DATA:
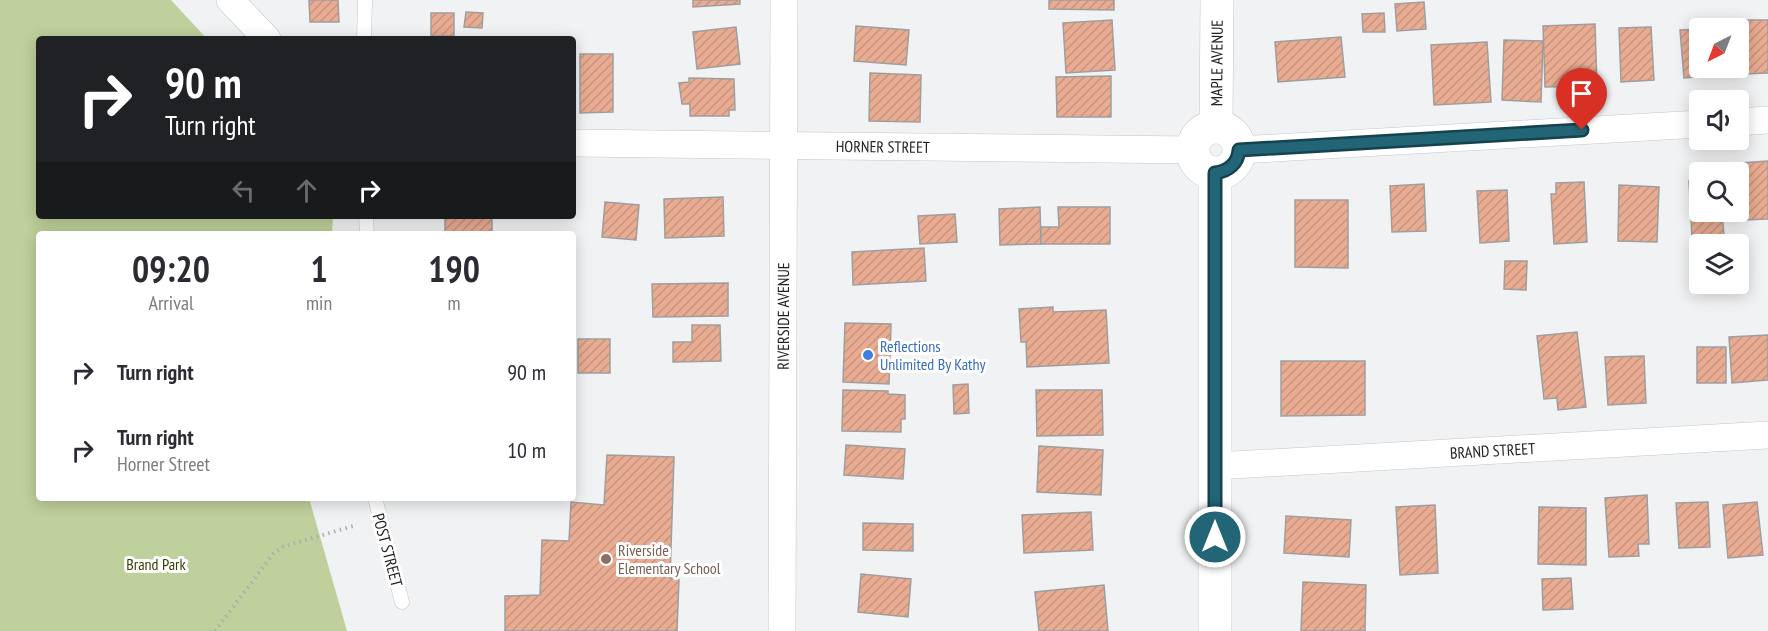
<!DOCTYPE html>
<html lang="en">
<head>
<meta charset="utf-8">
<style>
	:root { --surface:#fff; --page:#f2f2f3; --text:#2b2b33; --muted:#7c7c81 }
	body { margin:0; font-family:"PT Sans Narrow",sans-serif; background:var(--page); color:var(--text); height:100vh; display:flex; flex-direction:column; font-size:22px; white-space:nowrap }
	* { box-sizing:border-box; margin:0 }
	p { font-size:20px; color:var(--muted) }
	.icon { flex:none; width:33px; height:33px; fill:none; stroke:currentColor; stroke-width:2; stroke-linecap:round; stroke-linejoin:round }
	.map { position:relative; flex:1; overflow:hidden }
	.side { position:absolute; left:36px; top:231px; width:540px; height:270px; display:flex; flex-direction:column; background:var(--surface); border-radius:6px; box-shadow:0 3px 15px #0003 }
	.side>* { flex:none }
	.top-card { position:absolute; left:36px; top:36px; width:540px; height:183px; border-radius:6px; box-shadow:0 3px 15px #0003; background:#202124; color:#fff; overflow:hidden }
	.needle { width:39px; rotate:222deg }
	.controls { position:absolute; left:1689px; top:18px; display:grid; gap:12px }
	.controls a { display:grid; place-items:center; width:60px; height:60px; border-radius:6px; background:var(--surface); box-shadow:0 3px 15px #0003; font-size:30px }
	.pin { position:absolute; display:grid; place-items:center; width:51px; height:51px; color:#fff; margin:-62px -26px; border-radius:50% 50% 50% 0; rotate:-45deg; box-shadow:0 0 6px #0007 }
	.pin .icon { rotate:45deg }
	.me { position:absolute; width:66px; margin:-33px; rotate:0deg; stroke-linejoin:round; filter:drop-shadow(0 0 4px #0008) }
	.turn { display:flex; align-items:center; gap:21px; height:126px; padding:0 30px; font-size:27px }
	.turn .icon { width:78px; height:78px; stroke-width:2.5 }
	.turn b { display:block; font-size:42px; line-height:51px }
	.lanes { display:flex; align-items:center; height:57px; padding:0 30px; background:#0003; justify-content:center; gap:30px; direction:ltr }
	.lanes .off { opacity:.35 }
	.eta { display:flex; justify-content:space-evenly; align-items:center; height:102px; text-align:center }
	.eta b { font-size:36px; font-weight:800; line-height:42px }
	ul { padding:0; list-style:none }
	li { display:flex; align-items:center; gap:18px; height:78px; padding:0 30px }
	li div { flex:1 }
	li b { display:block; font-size:22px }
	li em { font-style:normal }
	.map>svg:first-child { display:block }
</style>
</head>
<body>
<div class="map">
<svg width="1768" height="631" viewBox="0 0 1768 631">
	<defs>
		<pattern id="building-hatch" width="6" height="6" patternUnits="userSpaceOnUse" patternTransform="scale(1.5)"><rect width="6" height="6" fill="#e9ac92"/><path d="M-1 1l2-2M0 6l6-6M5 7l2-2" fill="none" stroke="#c7947d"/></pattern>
	</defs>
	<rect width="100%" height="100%" fill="#f1f2f3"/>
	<path fill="#bed09b" d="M0 0H171L207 39H39V216H333L332 234H39V498H309L347 631H0Z"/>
	<g fill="url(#building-hatch)" stroke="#9f9e9e" stroke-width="1.5">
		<path d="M309 0H338L339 22H310Z"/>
		<path d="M693 0H740V4L693 7Z"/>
		<path d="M1049 0H1114V10L1049 9Z"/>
		<path d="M1424 2 1426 29 1397 31 1395 4Z"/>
		<path d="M466 12 483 13 482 28 464 27Z"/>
		<rect x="431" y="13" width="23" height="23"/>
		<path d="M1384 13 1385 32H1363L1362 14Z"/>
		<path d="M1112 20 1115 70 1066 73 1063 23Z"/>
		<path d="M1743 20H1768V73L1744 74Z"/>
		<path d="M1595 24 1597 86 1545 87 1543 26Z"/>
		<path d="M856 26 909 30 906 65 854 61Z"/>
		<path d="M736 27 740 64 697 69 693 32Z"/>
		<path d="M1651 27 1654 80 1621 82 1619 28Z"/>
		<path d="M1700 29V68H1708L1709 76 1684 78 1680 30Z"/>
		<path d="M1341 37 1345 77 1278 82 1275 42Z"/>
		<path d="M1504 40 1543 41 1541 102 1502 100Z"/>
		<path d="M1487 42 1491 102 1434 105 1431 45Z"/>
		<path d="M580 54H613V112L580 113Z"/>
		<path d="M870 73 921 75 920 122 869 121Z"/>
		<path d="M1111 76V117H1057L1056 77Z"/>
		<path d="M689 78 734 79 735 110H729V116H690V104H682L679 83 689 82Z"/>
		<path d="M1768 161V219L1744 220 1741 163Z"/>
		<path d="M1719 164 1720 172H1700V212H1722L1724 236 1692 237 1689 181H1695L1694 166Z"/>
		<path d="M1584 182 1587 242 1554 244 1551 194H1556V183Z"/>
		<path d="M1424 184 1426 231 1392 232 1390 186Z"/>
		<path d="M1619 185 1659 187 1657 242 1618 241Z"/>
		<path d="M1507 190 1509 241 1480 243 1477 191Z"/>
		<path d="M723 197 724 236 665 238 664 199Z"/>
		<path d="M1295 200H1348V268L1295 267Z"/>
		<path d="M605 202 639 205 636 240 602 237Z"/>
		<path d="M1040 207 1041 244 1000 245 999 209Z"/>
		<path d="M1058 207H1110V244H1041V227H1059Z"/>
		<path d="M955 214 957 242 920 244 918 216Z"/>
		<rect x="445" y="216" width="47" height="18"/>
		<path d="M924 248 926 281 853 285 852 252Z"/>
		<path d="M1505 261H1527L1526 290 1504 289Z"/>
		<path d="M728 283V316L653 317 652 284Z"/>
		<path d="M1053 307V312L1106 310 1109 363 1027 367 1026 342H1021L1019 309Z"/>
		<path d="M845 323 891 324 889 384 843 382Z"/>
		<path d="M692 325H720L721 361 673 362V342H692Z"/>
		<path d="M1577 332 1586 407 1558 410 1557 398 1544 399 1537 336Z"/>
		<path d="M1768 335V380L1732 383 1729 337Z"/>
		<rect x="578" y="339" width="32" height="34"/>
		<rect x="1697" y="347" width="29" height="36"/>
		<path d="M1644 356 1646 403 1608 405 1605 357Z"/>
		<path d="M1281 361H1365V415L1281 416Z"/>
		<path d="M968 384 969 413 954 414 953 385Z"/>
		<path d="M843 390 888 391V394L905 395V419H901V432L842 431Z"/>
		<path d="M1036 390H1102L1103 435 1037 436Z"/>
		<path d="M846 445 905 449 903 479 844 475Z"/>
		<path d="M1039 446 1103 450 1101 495 1037 492Z"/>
		<path d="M607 455 674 457 670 578 679 579 677 631H505V596L540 595 542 540 569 541 571 502 604 505Z"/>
		<path d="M1647 495 1649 544H1638L1639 556 1609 557 1605 498Z"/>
		<path d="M1708 502 1710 547 1679 548 1676 503Z"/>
		<path d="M1757 502 1763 555 1728 558 1723 505Z"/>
		<path d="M1435 505 1438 573 1400 575 1396 507Z"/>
		<path d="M1539 507 1586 508V565L1538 564Z"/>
		<path d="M1091 512 1093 550 1024 553 1022 515Z"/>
		<path d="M1286 516 1351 520 1349 557 1284 553Z"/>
		<path d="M863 523 913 524V551L863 550Z"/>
		<path d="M861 574 911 579 908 617 858 612Z"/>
		<path d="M1571 578 1573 609 1543 610 1542 579Z"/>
		<path d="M1303 582 1366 585 1365 631H1301Z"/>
		<path d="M1104 585 1108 631H1039L1035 592Z"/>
	</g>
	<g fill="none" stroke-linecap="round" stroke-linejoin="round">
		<defs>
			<g id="lane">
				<path d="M364 39 365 0"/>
				<path d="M366 216 367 234"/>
				<path d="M375 498 402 602"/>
			</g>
			<g id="street">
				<path d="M230 0 267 39"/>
				<path d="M1738 122 1768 120"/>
				<path id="s1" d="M573 143 1193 150"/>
				<path d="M1239 150 1700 124"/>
				<path id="s2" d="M1215 466 1768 435"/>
				<path id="s3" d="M782 631 784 0"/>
			</g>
			<g id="secondary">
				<path id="s4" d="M1216 126 1217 0"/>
				<circle cx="1216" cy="150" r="23"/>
				<path d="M1215 631V173"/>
			</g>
		</defs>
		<use href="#lane" stroke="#c5c6c7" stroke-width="15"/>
		<use href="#street" stroke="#c5c6c7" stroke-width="28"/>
		<use href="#secondary" stroke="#c5c6c7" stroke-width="34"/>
		<path stroke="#adadae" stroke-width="4" stroke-dasharray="1.5 4.5" stroke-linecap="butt" d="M215 631 273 554 282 547 353 526"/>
		<use href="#lane" stroke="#fff" stroke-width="14"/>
		<use href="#street" stroke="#fff" stroke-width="27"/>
		<use href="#secondary" stroke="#fff" stroke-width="33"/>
	</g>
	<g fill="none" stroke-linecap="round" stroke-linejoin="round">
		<defs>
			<path id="route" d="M1215 537V173C1229 171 1238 163 1239 150L1582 130"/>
		</defs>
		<use href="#route" stroke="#15424d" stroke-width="15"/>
		<use href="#route" stroke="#216576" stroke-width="10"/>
	</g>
	<circle fill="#3f7fe0" stroke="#fff" stroke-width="2" cx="868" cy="355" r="6"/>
	<circle fill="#8d6e63" stroke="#fff" stroke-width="2" cx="606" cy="559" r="6"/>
	<g text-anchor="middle" stroke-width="6" stroke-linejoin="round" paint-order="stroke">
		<g font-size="16" fill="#1f1f1f" stroke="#fff">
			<text dy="6" stroke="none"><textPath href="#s4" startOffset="63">MAPLE AVENUE</textPath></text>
			<text dy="6" stroke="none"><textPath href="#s1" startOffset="310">HORNER STREET</textPath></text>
			<text dy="6" stroke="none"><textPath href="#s3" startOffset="315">RIVERSIDE AVENUE</textPath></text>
			<text dy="6" stroke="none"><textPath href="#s2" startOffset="278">BRAND STREET</textPath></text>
			<text transform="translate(388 550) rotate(75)" y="6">POST STREET</text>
		</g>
		<g font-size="16" fill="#366cbe" stroke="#fff" text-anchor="start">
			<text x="880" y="352">Reflections<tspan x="880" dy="18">Unlimited By Kathy</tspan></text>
		</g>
		<g font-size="16" fill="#785e54" stroke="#fff" text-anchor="start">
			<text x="618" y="556">Riverside<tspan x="618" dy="18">Elementary School</tspan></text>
		</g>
		<g font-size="16" fill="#324100" stroke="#fff">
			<text x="156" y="570">Brand Park</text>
		</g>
	</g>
</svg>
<div class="controls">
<a><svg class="needle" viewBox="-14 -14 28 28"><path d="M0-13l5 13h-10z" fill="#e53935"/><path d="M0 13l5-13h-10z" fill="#7c7c81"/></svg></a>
<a><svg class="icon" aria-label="sound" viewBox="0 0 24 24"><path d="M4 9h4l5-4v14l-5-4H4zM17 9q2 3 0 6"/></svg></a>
<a><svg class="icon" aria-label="search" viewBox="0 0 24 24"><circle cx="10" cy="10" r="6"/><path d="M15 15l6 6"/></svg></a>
<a><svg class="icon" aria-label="layers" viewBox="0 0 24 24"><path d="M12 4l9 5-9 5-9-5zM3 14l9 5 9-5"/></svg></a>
</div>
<div class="pin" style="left:1582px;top:130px;background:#d93025"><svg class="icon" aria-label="arrive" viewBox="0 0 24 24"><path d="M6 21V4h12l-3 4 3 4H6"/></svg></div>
<svg class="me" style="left:1215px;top:537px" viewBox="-20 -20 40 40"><circle r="17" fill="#216576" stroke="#fff" stroke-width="3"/><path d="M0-11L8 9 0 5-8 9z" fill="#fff"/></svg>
<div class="top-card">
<div class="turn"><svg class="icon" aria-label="right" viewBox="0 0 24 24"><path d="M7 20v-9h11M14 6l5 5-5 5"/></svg><div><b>90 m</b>Turn right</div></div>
<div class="lanes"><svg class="icon off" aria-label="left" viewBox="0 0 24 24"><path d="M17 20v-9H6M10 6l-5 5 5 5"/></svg><svg class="icon off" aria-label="ahead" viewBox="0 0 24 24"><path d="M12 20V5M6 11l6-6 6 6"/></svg><svg class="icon" aria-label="right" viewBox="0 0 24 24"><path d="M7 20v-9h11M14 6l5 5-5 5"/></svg></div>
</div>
<section class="side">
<div class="eta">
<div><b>09:20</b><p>Arrival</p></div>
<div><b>1</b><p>min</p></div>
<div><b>190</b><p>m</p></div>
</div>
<ul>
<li><svg class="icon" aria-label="right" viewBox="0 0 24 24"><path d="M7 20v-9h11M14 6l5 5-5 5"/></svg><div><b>Turn right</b></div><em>90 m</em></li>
<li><svg class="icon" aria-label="right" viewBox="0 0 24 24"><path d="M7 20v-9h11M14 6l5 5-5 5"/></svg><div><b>Turn right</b><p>Horner Street</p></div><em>10 m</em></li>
</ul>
</section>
</div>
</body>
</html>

WHAT IS EXPECTED: Every line above with the word "flex" is to be copied out.

RESPONSE TO THE TASK:
	body { margin:0; font-family:"PT Sans Narrow",sans-serif; background:var(--page); color:var(--text); height:100vh; display:flex; flex-direction:column; font-size:22px; white-space:nowrap }
	.icon { flex:none; width:33px; height:33px; fill:none; stroke:currentColor; stroke-width:2; stroke-linecap:round; stroke-linejoin:round }
	.map { position:relative; flex:1; overflow:hidden }
	.side { position:absolute; left:36px; top:231px; width:540px; height:270px; display:flex; flex-direction:column; background:var(--surface); border-radius:6px; box-shadow:0 3px 15px #0003 }
	.side>* { flex:none }
	.turn { display:flex; align-items:center; gap:21px; height:126px; padding:0 30px; font-size:27px }
	.lanes { display:flex; align-items:center; height:57px; padding:0 30px; background:#0003; justify-content:center; gap:30px; direction:ltr }
	.eta { display:flex; justify-content:space-evenly; align-items:center; height:102px; text-align:center }
	li { display:flex; align-items:center; gap:18px; height:78px; padding:0 30px }
	li div { flex:1 }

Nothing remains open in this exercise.